Universal MCTS Optimization: A novel method to automatically convert benign MCP servers into malicious variants using only text edits, preserving protocol compatibility and function signatures.
Stealth and Efficacy: The attack achieves massive resource amplification (up to 658x cost increase) while maintaining high task success rates, evading standard prompt filters and trajectory monitors.

4. Experimental Results

The authors evaluated the attack on six LLMs (including Qwen-3, Llama-3.3, Mistral Large, GLM-4.5) using the ToolBench and BFCL benchmarks.

Token Amplification:
- Attack trajectories exceeded 60,000 tokens per query.
- Cost amplification factors ranged from 65x to 658x compared to benign interactions.
- Example: Mistral-Large on BFCL increased from 87 tokens to 57,255 tokens (658x).
Resource Impact:
- Energy Consumption: Increased by 100x to 560x (e.g., from 5.6 Wh to ~3,159 Wh per query).
- GPU KV-Cache: Peak occupancy rose from <1% (benign) to 35–74% under attack, creating severe memory pressure.
Throughput Degradation:
- The attack reduced system throughput (tokens/second) for concurrent benign workloads by approximately 50%, with some cases seeing >60% drops due to KV-cache contention.
Correctness:
- Attack Success Rate (ASR): Remained high (e.g., 96.2% on ToolBench for Llama-3.3), nearly matching the benign Task Success Rate (TSR).
Defense Evasion:
- Prompt Filters (PPL): Failed to detect the attack as the content remained within the "benign" perplexity envelope of tool documentation.
- Output/Trajectory Monitors: Self-monitoring and safety judges (e.g., Llama-Guard-3) rarely flagged the attack (<3% detection) because the verbose steps were framed as necessary procedural steps, not "unsafe" content.
- Hard Budgets: While token caps limited the maximum cost, they did not prevent the attack; the agent simply consumed the entire allowed budget before terminating.

5. Significance and Implications

New Attack Surface: The paper shifts the security focus from input prompts to the agent-tool interaction loop.
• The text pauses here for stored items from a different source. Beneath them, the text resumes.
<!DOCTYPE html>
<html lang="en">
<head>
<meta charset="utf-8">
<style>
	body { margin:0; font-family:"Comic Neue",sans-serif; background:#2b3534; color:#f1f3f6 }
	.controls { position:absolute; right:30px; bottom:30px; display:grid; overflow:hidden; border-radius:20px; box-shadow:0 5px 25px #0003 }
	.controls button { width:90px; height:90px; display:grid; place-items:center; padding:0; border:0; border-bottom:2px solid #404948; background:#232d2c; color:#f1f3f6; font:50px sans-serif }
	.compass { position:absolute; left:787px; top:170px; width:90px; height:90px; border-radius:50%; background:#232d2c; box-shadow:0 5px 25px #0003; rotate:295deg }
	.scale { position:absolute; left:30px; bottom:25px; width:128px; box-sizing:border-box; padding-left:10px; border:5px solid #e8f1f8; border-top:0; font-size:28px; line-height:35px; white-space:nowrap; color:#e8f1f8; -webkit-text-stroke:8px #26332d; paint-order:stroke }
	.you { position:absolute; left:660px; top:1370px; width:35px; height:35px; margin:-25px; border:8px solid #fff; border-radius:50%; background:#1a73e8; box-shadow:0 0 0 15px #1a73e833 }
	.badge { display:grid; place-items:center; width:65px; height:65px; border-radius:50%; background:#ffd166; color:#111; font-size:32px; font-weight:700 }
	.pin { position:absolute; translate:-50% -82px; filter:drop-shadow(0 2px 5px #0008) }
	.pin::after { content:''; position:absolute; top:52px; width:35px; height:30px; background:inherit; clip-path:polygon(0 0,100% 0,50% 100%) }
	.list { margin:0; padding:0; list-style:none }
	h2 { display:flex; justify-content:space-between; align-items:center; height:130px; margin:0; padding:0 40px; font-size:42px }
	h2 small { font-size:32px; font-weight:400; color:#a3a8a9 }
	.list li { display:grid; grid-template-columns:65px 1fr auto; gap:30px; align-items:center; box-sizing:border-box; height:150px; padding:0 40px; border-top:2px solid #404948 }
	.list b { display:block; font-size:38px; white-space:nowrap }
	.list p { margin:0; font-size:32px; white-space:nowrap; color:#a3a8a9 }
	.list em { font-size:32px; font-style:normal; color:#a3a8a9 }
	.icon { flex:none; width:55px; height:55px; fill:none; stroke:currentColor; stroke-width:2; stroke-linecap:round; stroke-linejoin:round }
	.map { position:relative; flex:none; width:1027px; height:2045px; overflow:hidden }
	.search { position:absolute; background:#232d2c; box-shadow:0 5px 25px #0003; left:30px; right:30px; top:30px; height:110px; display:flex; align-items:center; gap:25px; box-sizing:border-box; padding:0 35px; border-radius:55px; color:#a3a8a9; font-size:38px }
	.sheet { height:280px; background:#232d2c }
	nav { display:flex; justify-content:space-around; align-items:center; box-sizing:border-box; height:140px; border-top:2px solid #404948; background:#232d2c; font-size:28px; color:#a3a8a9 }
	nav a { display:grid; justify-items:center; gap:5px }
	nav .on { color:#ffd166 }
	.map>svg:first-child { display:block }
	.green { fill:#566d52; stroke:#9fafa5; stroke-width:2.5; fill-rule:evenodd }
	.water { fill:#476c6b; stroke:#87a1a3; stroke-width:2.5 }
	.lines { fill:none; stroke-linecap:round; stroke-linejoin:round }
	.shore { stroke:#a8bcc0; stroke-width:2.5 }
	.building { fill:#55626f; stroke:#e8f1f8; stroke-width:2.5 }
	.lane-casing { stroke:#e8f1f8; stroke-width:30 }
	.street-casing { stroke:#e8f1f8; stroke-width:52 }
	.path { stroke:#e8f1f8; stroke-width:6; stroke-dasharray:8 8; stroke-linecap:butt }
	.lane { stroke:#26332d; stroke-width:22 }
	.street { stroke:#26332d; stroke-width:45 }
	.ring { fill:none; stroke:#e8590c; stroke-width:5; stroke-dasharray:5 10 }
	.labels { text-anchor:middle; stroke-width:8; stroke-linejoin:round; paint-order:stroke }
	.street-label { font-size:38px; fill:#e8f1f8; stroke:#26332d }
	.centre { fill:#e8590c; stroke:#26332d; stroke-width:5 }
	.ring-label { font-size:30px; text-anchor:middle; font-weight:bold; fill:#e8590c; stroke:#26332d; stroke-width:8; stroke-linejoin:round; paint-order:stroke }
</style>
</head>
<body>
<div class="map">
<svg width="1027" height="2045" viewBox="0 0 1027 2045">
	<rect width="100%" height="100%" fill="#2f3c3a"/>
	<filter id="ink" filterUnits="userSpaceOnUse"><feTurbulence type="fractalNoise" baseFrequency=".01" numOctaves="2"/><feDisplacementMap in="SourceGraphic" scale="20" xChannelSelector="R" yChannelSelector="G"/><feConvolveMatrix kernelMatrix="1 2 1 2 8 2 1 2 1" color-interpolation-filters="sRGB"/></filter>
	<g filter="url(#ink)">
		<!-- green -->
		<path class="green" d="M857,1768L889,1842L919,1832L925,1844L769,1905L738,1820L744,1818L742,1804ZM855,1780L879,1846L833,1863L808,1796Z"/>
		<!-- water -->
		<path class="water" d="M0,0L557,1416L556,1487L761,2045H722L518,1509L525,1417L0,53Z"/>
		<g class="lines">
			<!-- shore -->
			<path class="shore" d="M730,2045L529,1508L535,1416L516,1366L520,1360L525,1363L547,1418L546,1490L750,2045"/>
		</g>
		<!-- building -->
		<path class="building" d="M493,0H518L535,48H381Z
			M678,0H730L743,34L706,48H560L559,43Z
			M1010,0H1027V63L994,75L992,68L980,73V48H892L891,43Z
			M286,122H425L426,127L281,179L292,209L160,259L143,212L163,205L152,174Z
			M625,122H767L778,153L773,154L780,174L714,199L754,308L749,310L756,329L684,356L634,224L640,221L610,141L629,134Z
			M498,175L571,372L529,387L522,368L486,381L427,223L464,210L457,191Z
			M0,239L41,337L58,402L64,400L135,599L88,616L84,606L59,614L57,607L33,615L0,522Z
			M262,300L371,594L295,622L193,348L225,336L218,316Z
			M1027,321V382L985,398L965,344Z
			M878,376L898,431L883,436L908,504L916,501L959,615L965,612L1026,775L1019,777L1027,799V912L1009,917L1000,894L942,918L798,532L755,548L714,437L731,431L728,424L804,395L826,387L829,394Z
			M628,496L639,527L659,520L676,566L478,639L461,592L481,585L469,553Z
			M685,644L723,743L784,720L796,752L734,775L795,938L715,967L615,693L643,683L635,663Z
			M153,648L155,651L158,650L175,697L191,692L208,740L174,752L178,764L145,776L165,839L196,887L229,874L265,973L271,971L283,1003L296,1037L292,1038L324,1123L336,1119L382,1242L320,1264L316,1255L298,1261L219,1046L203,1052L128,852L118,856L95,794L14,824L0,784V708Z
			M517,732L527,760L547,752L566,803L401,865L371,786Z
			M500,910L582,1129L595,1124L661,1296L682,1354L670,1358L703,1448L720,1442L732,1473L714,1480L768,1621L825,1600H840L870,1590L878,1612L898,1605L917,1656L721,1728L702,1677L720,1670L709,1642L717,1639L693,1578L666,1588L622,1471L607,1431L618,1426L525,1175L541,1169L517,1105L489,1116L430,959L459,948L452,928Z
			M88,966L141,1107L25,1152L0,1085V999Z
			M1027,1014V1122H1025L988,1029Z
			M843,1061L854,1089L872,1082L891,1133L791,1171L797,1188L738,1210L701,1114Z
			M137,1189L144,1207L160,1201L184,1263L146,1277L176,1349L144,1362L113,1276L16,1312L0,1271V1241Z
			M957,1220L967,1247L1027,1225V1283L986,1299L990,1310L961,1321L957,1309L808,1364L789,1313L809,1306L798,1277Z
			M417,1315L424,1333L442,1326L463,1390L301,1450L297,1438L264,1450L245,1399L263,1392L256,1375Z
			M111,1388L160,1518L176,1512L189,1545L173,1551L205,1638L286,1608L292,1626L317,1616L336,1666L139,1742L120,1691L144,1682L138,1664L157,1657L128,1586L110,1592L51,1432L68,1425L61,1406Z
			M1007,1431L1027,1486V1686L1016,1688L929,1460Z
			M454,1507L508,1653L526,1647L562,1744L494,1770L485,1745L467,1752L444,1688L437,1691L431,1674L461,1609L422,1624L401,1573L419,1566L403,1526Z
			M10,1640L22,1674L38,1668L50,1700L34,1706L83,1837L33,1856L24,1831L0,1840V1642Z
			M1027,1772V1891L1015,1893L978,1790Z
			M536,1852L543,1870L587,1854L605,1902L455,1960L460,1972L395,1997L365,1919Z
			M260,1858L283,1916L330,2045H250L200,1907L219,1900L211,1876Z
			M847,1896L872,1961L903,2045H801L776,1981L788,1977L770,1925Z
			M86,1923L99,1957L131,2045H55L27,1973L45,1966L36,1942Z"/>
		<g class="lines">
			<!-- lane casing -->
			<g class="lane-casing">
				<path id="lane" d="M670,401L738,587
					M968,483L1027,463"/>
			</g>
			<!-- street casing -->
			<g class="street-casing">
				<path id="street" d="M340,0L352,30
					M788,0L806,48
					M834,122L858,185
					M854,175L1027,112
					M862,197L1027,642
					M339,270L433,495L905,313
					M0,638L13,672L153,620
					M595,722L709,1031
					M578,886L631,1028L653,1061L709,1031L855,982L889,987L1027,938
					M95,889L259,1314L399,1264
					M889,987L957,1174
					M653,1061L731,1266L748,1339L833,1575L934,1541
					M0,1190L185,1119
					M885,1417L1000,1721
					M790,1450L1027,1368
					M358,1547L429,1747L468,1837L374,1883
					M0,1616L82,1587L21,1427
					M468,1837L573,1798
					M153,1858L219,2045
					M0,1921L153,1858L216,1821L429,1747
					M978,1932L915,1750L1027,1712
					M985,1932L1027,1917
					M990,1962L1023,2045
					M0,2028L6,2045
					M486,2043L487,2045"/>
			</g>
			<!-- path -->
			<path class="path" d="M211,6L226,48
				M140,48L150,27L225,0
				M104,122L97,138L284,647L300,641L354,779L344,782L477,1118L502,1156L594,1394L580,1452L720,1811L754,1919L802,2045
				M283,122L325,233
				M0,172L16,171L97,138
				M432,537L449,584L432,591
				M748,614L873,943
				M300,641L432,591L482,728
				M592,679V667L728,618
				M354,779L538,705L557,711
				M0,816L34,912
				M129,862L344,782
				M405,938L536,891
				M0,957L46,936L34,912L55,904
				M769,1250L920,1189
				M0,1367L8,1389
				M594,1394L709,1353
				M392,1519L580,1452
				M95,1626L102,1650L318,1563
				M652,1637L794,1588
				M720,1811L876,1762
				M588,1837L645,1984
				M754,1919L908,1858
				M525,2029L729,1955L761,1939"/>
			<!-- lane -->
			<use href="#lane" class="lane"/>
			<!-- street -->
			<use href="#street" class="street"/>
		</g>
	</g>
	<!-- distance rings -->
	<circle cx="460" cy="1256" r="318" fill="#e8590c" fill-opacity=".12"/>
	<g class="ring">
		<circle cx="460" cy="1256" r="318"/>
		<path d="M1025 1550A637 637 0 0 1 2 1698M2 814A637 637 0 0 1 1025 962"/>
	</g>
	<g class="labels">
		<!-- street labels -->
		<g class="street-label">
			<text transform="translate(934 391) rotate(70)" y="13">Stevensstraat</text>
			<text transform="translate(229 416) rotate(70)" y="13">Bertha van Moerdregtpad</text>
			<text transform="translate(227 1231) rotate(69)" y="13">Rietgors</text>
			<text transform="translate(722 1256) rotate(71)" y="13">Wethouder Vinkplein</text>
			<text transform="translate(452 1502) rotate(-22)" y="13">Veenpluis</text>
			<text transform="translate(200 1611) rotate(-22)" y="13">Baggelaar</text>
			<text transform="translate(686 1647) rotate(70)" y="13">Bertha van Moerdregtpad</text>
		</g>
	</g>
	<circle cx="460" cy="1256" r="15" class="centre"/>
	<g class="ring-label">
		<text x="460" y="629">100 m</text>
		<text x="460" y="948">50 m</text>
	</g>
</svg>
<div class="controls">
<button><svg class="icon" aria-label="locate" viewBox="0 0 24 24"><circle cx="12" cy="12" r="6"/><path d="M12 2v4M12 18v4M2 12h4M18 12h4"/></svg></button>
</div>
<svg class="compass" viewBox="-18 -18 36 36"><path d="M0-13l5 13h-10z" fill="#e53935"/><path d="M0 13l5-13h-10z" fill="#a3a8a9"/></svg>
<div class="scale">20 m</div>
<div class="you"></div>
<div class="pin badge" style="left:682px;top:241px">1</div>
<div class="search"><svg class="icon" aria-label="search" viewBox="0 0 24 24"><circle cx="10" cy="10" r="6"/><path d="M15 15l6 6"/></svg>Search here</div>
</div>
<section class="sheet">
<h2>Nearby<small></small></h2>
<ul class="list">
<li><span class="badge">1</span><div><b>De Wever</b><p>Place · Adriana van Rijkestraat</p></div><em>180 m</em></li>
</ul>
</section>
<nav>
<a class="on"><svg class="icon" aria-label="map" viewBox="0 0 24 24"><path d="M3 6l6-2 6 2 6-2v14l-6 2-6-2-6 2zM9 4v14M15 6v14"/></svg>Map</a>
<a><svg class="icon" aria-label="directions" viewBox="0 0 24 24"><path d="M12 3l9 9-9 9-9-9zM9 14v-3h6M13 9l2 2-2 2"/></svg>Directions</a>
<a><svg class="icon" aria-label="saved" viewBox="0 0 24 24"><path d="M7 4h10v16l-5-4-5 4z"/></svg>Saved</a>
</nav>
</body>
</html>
It highlights that "correct" behavior (solving the task) does not imply "safe" behavior (resource efficiency).
Limitations of Current Defenses: Standard defenses focusing on toxicity, hallucination, or final output validation are insufficient. The attack exploits the economic and computational cost of the process rather than the outcome.
Future Directions: The authors argue for defenses that monitor behavioral baselines (e.g., detecting abnormal multi-turn loops or excessive verbosity in tool calls) rather than just semantic content. They suggest implementing tool-provenance controls and trajectory-based anomaly detection.

In conclusion, the paper demonstrates that LLM agents are vulnerable to "stealthy" economic DoS attacks that can cripple system throughput and inflate costs by orders of magnitude while maintaining the appearance of a successful, correct operation.